- RECORDED INFORMATION
..............................
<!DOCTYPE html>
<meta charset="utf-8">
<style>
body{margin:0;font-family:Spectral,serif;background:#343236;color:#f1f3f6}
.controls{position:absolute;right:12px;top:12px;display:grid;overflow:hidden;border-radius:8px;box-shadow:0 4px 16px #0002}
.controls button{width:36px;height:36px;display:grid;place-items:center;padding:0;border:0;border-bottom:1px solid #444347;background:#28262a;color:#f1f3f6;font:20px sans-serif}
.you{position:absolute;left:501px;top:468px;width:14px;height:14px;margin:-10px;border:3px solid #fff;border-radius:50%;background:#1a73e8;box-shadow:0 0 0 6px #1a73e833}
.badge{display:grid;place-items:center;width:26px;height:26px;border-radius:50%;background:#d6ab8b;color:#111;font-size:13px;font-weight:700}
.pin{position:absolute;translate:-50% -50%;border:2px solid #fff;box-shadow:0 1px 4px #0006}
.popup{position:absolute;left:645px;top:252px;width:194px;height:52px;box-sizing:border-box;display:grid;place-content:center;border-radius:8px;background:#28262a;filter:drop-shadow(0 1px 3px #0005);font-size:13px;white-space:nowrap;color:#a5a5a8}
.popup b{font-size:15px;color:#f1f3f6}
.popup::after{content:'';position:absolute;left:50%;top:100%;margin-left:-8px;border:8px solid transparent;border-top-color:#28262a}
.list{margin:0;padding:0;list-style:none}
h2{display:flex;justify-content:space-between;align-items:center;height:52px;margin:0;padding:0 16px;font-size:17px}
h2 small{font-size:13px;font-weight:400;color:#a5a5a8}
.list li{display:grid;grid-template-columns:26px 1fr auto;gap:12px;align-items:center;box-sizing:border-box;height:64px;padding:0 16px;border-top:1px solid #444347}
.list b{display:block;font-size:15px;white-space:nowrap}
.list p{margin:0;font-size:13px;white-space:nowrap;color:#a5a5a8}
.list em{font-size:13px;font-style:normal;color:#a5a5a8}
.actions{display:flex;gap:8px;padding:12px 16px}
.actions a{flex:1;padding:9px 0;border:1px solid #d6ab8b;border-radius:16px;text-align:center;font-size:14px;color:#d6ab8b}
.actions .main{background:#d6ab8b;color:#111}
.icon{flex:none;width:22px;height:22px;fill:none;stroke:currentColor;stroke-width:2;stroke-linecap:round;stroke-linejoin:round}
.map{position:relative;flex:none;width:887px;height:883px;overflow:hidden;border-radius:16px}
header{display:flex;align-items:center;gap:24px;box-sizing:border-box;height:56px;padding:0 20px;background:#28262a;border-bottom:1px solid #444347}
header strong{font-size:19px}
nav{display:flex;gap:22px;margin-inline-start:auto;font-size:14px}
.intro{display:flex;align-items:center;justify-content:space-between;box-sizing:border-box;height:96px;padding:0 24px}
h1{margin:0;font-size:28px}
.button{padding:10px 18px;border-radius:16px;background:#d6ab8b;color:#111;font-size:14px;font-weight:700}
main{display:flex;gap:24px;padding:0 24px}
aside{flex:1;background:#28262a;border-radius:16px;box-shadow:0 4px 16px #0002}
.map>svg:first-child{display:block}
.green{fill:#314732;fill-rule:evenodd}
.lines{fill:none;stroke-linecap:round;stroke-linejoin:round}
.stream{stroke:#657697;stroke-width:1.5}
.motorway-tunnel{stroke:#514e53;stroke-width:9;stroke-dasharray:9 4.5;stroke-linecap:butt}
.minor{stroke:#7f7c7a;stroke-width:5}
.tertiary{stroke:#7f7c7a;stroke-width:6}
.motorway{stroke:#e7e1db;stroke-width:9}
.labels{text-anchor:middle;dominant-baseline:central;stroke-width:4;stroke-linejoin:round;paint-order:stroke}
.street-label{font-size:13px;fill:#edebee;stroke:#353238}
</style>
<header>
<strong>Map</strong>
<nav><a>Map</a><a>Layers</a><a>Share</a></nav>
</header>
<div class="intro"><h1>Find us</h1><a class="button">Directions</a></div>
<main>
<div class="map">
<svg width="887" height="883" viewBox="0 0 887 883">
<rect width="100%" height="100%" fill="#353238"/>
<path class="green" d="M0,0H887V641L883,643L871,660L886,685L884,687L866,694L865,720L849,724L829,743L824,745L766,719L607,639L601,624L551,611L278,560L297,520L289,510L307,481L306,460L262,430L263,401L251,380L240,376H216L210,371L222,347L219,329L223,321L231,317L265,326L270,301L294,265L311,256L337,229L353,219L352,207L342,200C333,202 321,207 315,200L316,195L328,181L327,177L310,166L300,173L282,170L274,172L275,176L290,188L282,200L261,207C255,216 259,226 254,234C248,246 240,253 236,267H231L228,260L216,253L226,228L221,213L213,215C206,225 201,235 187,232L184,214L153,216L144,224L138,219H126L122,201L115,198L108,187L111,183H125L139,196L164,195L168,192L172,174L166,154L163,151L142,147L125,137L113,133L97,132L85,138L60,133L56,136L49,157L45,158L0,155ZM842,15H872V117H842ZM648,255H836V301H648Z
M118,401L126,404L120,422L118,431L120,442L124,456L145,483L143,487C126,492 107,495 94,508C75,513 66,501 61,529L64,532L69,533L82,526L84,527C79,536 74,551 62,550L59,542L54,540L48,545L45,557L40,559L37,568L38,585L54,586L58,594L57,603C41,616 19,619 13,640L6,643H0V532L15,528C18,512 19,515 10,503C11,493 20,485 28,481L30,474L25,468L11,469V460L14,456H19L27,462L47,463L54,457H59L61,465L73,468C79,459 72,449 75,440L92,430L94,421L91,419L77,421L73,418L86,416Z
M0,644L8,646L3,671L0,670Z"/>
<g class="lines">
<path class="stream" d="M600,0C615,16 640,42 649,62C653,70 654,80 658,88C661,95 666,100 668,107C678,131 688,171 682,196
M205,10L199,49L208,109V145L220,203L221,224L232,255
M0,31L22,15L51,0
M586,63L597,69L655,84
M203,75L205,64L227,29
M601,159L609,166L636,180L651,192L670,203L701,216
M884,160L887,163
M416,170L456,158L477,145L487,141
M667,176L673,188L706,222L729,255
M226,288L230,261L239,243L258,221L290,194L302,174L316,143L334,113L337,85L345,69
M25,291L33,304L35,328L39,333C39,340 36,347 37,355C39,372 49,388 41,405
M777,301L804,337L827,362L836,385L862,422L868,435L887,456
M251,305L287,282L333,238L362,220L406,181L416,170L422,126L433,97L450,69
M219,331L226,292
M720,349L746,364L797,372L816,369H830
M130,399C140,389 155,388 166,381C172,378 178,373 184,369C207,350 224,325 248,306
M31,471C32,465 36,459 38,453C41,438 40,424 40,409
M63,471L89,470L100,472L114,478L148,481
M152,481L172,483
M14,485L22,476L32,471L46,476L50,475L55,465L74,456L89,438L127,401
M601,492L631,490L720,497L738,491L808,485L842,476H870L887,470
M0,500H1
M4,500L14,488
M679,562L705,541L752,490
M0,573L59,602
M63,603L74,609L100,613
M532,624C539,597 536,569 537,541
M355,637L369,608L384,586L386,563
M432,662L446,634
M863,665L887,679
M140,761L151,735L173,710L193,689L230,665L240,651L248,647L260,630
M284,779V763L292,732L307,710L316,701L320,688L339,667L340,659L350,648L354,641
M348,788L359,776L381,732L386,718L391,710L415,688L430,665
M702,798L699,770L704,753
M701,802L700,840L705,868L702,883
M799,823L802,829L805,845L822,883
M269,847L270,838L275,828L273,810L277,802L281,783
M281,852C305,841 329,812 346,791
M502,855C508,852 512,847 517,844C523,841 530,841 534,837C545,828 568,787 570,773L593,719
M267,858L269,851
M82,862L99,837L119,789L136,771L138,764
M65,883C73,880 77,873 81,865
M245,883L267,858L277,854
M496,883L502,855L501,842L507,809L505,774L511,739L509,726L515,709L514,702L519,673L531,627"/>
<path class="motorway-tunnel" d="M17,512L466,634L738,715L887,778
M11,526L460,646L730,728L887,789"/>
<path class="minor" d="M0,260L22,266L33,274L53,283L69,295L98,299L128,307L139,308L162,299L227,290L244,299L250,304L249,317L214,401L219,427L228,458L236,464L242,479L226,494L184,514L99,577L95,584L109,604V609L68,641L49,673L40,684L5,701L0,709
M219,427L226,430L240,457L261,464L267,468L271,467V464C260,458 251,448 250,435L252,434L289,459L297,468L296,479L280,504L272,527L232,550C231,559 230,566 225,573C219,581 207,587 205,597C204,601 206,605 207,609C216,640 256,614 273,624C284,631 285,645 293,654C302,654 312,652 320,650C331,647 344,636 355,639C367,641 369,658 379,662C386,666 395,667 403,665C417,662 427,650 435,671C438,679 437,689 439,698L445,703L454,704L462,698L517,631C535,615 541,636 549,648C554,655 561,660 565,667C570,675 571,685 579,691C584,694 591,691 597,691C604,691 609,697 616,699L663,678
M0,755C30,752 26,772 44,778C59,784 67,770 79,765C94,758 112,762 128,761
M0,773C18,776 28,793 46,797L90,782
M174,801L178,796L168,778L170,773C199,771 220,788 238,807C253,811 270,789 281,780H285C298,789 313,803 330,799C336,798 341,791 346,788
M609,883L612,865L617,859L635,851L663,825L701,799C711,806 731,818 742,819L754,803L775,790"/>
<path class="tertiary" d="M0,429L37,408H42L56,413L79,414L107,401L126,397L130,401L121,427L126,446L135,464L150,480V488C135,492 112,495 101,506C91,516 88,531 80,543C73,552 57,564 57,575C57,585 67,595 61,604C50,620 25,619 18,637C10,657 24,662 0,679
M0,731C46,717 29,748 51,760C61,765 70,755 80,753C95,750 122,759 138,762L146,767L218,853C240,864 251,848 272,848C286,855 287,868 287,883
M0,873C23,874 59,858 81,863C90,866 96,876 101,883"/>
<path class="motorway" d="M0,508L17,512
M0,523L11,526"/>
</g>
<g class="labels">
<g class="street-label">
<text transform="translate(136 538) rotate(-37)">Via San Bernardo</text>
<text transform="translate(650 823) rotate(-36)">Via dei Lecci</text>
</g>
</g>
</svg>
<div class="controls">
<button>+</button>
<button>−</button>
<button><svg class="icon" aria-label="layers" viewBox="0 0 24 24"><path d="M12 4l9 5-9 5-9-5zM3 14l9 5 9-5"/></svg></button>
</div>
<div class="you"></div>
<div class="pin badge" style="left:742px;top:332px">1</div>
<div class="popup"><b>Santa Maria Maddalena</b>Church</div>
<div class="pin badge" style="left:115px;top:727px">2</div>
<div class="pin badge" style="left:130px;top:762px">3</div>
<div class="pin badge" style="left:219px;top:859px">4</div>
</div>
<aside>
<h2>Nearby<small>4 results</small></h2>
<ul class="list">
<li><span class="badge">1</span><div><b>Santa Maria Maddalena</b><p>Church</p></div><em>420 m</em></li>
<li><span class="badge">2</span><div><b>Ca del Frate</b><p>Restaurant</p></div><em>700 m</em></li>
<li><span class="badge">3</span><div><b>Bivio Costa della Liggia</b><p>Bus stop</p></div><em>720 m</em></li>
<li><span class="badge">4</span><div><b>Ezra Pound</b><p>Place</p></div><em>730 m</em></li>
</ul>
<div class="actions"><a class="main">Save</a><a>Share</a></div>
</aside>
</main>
..............................
- EXERCISE REQUIREMENTS
Write out exactly, please, the lines beginning at the start of the material and ending with the line that holds "solid #fff;border-radius:50%;background:#1a73e8;box-shadow:0 0", both included.

- OUTPUT
<!DOCTYPE html>
<meta charset="utf-8">
<style>
body{margin:0;font-family:Spectral,serif;background:#343236;color:#f1f3f6}
.controls{position:absolute;right:12px;top:12px;display:grid;overflow:hidden;border-radius:8px;box-shadow:0 4px 16px #0002}
.controls button{width:36px;height:36px;display:grid;place-items:center;padding:0;border:0;border-bottom:1px solid #444347;background:#28262a;color:#f1f3f6;font:20px sans-serif}
.you{position:absolute;left:501px;top:468px;width:14px;height:14px;margin:-10px;border:3px solid #fff;border-radius:50%;background:#1a73e8;box-shadow:0 0 0 6px #1a73e833}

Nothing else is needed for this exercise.